◆ Work order
Read the records beneath this task and copy every line that contains the string "items".

◆ Extracted entries
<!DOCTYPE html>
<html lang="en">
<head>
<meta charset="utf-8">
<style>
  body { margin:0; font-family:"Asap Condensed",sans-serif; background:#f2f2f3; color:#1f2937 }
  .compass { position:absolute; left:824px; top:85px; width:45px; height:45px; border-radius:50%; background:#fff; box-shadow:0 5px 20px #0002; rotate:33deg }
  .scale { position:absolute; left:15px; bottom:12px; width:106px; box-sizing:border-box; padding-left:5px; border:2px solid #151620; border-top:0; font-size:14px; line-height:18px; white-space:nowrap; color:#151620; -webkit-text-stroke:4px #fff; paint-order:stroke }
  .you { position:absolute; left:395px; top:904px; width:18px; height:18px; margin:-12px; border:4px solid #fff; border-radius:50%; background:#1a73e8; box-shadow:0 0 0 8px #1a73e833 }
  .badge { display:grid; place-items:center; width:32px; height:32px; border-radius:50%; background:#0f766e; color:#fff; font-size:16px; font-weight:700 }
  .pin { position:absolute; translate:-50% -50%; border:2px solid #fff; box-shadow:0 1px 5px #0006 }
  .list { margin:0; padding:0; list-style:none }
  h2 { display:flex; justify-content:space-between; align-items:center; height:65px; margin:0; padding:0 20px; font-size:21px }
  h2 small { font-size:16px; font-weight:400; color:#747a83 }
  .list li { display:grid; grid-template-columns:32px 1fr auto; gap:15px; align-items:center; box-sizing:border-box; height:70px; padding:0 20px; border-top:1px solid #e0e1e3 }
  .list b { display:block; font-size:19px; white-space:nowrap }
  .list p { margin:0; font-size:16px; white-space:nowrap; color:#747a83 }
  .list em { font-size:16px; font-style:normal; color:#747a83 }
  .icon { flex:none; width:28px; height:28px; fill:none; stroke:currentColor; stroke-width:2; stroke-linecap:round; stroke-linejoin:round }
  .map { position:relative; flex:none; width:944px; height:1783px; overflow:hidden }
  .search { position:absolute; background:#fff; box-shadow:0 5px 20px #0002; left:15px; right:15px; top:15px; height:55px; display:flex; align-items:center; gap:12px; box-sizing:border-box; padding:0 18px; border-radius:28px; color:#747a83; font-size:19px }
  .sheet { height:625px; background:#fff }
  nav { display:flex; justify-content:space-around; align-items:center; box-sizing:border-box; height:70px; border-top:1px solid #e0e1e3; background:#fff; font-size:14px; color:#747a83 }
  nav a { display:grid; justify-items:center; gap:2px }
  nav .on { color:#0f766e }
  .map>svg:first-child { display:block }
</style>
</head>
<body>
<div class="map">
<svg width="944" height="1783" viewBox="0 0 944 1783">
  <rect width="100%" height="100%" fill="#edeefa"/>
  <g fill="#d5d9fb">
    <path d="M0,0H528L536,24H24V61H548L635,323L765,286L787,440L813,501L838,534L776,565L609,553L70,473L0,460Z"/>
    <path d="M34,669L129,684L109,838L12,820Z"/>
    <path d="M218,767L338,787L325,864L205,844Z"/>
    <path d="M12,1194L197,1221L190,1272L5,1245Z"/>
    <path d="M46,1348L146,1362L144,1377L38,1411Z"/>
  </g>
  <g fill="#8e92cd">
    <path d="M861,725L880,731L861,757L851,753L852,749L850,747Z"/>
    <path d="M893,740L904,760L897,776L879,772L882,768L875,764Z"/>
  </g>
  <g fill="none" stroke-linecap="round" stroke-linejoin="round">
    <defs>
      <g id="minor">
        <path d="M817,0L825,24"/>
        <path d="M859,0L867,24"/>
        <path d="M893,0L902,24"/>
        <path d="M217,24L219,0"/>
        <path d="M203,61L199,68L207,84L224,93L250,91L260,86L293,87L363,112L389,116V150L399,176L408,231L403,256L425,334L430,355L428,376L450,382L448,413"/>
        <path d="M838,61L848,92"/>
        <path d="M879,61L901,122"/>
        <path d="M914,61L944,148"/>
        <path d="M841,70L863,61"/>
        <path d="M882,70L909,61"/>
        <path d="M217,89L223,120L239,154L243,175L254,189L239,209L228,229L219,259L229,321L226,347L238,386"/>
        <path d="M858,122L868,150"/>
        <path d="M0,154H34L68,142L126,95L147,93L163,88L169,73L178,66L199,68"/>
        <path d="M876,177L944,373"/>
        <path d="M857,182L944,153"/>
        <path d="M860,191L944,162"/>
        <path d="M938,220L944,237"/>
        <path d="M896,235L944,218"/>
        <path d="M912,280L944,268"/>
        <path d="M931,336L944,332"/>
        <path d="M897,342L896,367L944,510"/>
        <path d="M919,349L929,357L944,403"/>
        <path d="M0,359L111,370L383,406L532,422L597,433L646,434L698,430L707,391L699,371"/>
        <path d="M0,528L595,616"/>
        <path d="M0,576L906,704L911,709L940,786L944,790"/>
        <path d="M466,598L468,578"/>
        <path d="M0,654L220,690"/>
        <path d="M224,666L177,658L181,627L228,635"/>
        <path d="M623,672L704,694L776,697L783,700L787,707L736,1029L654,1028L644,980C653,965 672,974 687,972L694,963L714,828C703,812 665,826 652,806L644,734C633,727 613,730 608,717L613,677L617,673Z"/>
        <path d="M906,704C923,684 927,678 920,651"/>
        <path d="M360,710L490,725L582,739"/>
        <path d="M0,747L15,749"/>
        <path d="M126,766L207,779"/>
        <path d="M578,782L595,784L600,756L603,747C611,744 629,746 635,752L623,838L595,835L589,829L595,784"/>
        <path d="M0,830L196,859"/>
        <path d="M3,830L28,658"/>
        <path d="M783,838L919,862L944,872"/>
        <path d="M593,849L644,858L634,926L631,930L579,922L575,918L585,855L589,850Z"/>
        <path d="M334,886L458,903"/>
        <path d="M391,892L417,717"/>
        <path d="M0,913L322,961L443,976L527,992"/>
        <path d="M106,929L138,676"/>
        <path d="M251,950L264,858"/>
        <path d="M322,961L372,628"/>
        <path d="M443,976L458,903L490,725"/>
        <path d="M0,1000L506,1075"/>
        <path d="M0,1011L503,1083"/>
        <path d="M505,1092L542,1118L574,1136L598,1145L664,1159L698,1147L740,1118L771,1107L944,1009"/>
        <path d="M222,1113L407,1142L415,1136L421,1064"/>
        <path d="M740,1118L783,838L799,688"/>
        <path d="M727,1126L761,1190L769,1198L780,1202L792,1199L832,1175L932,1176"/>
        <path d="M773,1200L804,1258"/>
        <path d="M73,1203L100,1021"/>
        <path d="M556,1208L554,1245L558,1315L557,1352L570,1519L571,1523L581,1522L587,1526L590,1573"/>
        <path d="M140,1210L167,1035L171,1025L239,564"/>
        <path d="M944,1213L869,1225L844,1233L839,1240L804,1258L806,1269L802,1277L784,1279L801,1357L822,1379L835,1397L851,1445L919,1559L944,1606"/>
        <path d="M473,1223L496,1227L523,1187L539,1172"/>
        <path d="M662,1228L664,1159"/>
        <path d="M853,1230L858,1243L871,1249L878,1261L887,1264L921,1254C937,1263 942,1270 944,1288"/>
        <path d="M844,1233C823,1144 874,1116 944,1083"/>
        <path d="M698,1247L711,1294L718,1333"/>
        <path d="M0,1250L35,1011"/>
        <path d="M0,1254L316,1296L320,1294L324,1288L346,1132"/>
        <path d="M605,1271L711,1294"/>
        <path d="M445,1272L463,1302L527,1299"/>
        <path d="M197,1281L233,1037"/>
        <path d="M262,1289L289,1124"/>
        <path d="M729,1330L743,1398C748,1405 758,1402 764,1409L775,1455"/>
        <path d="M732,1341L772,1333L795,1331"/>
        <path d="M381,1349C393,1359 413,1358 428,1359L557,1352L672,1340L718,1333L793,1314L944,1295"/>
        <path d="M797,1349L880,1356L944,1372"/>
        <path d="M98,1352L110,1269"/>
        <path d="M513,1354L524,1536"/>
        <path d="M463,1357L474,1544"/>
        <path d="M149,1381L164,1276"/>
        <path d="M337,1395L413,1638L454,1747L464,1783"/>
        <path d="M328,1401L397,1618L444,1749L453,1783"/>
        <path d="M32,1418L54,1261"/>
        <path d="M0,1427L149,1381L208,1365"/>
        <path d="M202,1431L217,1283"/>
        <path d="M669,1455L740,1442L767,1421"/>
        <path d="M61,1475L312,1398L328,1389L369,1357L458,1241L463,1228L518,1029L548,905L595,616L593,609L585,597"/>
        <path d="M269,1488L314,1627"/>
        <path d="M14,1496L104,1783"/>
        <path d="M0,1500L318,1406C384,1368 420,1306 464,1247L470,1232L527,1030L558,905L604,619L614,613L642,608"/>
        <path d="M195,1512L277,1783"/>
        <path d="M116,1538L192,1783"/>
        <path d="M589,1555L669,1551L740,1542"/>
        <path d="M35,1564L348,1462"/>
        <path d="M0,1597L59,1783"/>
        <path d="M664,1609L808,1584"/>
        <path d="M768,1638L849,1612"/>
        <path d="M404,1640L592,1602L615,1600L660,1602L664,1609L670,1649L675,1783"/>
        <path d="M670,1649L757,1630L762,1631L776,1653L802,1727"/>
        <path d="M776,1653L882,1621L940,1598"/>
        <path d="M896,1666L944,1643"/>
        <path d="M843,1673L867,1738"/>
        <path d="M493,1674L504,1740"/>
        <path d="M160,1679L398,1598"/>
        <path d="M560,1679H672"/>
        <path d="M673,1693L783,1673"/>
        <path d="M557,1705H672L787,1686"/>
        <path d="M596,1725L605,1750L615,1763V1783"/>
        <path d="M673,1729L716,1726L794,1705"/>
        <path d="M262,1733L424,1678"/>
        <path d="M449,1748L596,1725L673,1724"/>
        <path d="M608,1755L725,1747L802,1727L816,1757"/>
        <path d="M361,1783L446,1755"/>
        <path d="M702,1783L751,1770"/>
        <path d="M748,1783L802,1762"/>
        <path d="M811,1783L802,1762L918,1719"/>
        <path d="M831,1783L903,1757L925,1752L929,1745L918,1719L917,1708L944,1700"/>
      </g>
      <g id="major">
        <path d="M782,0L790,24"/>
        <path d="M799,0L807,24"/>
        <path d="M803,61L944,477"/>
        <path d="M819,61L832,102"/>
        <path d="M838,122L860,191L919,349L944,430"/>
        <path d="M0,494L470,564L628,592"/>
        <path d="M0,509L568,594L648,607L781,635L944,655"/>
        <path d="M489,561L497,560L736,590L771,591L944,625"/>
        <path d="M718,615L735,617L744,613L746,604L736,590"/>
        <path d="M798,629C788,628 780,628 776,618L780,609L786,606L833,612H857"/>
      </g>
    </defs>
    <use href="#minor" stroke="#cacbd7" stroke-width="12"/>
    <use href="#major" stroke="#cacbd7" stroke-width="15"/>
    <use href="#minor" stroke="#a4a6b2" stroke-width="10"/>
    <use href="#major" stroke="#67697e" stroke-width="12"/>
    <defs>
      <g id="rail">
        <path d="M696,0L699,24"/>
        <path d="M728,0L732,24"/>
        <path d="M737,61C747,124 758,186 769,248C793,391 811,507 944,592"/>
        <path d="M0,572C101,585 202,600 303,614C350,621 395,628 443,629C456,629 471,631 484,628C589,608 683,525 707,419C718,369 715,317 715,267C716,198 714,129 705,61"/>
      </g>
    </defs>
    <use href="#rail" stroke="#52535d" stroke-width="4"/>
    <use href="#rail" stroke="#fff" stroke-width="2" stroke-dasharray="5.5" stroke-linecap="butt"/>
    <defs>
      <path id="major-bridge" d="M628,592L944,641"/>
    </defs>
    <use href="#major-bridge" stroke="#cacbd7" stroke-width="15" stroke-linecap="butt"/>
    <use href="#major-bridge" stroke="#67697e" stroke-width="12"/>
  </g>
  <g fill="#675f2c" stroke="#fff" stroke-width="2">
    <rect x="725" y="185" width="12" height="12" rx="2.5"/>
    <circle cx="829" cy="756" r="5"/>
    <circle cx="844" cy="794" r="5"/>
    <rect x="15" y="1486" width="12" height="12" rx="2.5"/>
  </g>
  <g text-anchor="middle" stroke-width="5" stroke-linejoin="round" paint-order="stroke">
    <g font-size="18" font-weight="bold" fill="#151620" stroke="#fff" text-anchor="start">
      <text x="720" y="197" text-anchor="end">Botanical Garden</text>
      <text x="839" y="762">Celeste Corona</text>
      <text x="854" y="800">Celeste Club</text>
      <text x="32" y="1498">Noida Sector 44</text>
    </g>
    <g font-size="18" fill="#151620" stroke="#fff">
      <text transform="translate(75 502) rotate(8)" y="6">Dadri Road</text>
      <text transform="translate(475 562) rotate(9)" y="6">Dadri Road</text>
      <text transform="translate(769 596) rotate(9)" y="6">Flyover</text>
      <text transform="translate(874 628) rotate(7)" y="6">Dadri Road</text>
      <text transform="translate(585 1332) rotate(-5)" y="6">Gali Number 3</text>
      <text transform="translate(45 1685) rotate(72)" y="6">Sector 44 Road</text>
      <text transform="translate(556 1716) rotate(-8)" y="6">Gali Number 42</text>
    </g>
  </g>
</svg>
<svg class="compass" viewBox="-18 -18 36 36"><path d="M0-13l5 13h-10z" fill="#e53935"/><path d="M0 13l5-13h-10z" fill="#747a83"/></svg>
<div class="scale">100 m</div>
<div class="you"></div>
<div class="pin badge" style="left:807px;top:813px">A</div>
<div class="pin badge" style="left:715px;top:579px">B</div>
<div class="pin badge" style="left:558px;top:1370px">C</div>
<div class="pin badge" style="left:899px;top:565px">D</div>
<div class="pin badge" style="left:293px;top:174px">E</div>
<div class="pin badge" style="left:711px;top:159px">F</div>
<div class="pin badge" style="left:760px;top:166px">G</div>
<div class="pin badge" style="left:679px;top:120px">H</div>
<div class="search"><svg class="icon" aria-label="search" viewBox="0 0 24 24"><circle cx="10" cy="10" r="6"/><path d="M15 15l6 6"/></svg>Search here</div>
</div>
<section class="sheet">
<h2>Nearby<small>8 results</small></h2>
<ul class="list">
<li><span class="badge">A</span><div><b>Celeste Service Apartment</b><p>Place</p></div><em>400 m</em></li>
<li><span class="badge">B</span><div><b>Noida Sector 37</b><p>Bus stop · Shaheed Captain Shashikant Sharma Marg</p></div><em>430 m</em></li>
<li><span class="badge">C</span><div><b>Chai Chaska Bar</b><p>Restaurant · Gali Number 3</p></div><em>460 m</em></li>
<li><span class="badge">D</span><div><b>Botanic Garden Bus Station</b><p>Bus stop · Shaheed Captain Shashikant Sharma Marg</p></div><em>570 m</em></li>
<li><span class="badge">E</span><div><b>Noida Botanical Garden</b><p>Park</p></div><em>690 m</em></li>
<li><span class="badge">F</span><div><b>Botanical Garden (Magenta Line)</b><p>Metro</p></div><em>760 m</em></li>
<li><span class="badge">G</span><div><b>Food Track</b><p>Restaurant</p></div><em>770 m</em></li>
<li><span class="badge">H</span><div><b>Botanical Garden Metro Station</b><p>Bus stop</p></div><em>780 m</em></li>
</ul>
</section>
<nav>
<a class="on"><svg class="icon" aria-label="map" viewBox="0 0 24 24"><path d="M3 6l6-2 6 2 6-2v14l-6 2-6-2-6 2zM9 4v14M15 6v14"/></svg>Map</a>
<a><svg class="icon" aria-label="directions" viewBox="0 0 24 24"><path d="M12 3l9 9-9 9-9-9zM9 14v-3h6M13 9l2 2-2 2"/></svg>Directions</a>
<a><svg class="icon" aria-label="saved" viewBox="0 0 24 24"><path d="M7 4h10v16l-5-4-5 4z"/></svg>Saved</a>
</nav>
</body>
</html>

◆ Answer to this task
  .badge { display:grid; place-items:center; width:32px; height:32px; border-radius:50%; background:#0f766e; color:#fff; font-size:16px; font-weight:700 }
  h2 { display:flex; justify-content:space-between; align-items:center; height:65px; margin:0; padding:0 20px; font-size:21px }
  .list li { display:grid; grid-template-columns:32px 1fr auto; gap:15px; align-items:center; box-sizing:border-box; height:70px; padding:0 20px; border-top:1px solid #e0e1e3 }
  .search { position:absolute; background:#fff; box-shadow:0 5px 20px #0002; left:15px; right:15px; top:15px; height:55px; display:flex; align-items:center; gap:12px; box-sizing:border-box; padding:0 18px; border-radius:28px; color:#747a83; font-size:19px }
  nav { display:flex; justify-content:space-around; align-items:center; box-sizing:border-box; height:70px; border-top:1px solid #e0e1e3; background:#fff; font-size:14px; color:#747a83 }
  nav a { display:grid; justify-items:center; gap:2px }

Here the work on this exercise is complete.